Edwards was fascinated by the discoveries of Isaac Newton and other scientists of this time period. Before he started working as a full-time pastor in Northampton, he wrote on various topics in natural philosophy, including light and optics, in addition to spiders. While he worried about those of his contemporaries who seemed preoccupied by materialism and faith in reason alone, he considered the laws of nature to be derived from God and demonstrating his wisdom and care. Edwards's written sermons and theological treatises emphasize the beauty of God and the role of aesthetics in the spiritual life. He is thought to anticipate a 20th-century current of theological aesthetics, represented by figures such as Hans Urs von Balthasar.

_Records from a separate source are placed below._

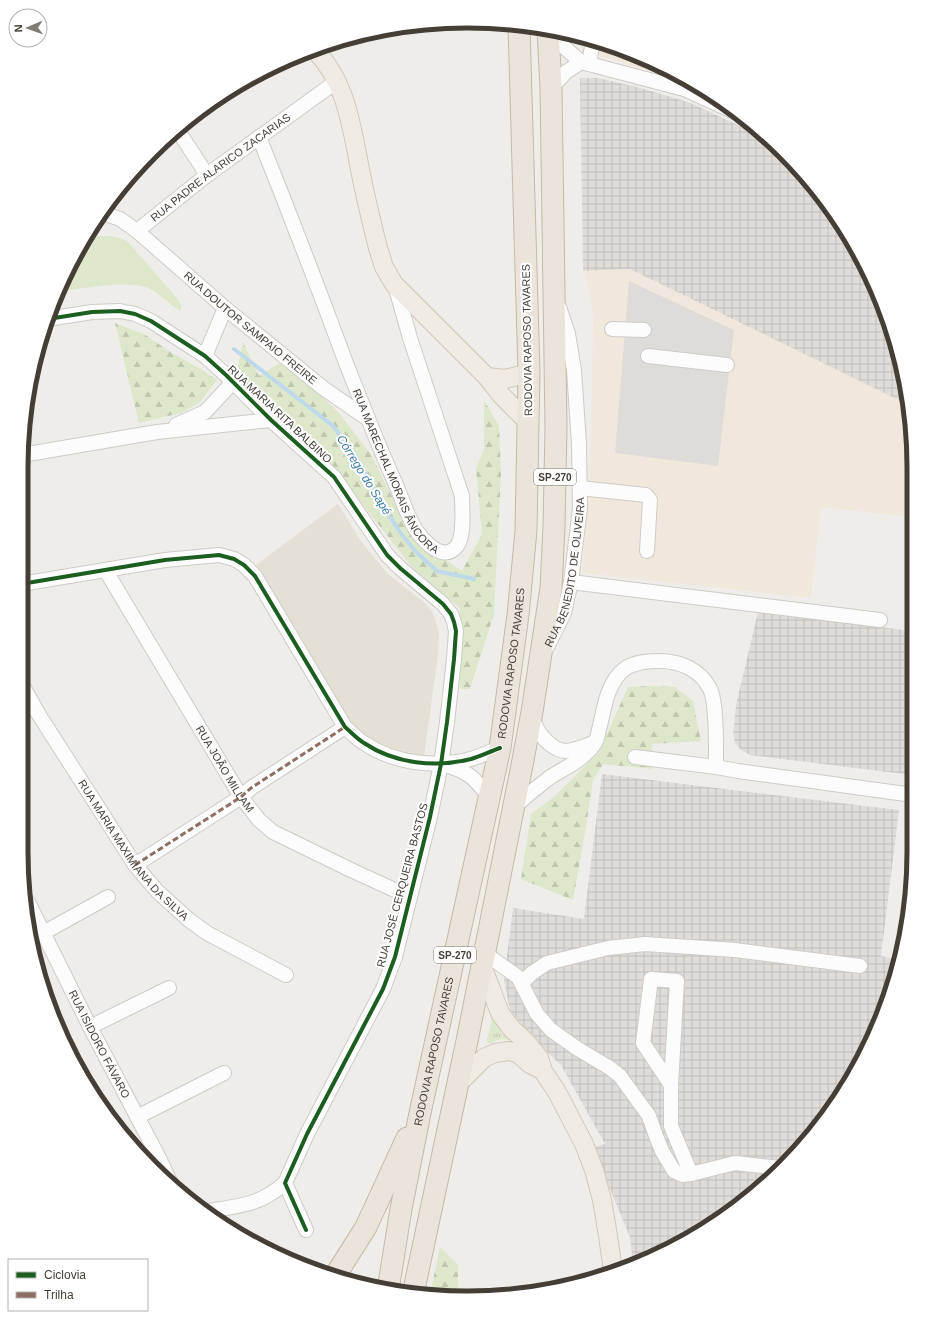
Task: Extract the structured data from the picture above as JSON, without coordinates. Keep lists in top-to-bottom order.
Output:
{
  "streets": {
    "highway": ["RODOVIA RAPOSO TAVARES", "SP-270"],
    "street": [
      "RUA PADRE ALARICO ZACARIAS",
      "RUA DOUTOR SAMPAIO FREIRE",
      "RUA MARIA RITA BALBINO",
      "RUA MARECHAL MORAIS ÂNCORA",
      "RUA BENEDITO DE OLIVEIRA",
      "RUA JOÃO MILLAM",
      "RUA MARIA MAXIMIANA DA SILVA",
      "RUA JOSÉ CERQUEIRA BASTOS",
      "RUA ISIDORO FÁVARO"
    ]
  },
  "crossings": [
    ["RUA PADRE ALARICO ZACARIAS", "RUA DOUTOR SAMPAIO FREIRE"],
    ["RUA PADRE ALARICO ZACARIAS", "RUA MARECHAL MORAIS ÂNCORA"],
    ["RUA DOUTOR SAMPAIO FREIRE", "RUA MARECHAL MORAIS ÂNCORA"],
    ["RUA MARIA RITA BALBINO", "RUA JOSÉ CERQUEIRA BASTOS"],
    ["SP-270", "RUA BENEDITO DE OLIVEIRA"],
    ["RUA JOÃO MILLAM", "RUA JOSÉ CERQUEIRA BASTOS"]
  ],
  "water": ["Córrego do Sapé"],
  "legend": ["Ciclovia", "Trilha"],
  "north": "left"
}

In 1722 to 1723, he was for eight months an un-ordained "supply" pastor (a clergyman employed to preach and minister in a church for a definite time but not settled as a pastor) of a small Presbyterian church on William Street in New York City. The church invited him to remain, but he declined the call. After spending two months in study at home, in 1724–1726, he was one of the two tutors at Yale tasked with leading the college in the absence of a rector. Yale's previous rector, Timothy Cutler, lost his position when he defected to the Anglican Church. After two years, he had not been replaced.

He partially recorded the years 1720 to 1726 in his diary and in his resolutions for his conduct which he drew up at this time. He had long been an eager seeker after salvation and was not fully satisfied as to his own conversion until an experience in his last year in college, when he lost his feeling that the election of some to salvation and of others to eternal damnation was "a horrible doctrine," and reckoned it "exceedingly pleasant, bright and sweet." He now took a great and new joy in taking in the beauties of nature and delighted in the allegorical interpretation of the Song of Solomon. Balancing these mystic joys is the stern tone of his Resolutions, in which he is almost ascetic in his eagerness to live earnestly and soberly, to waste no time, to maintain the strictest temperance in eating and drinking.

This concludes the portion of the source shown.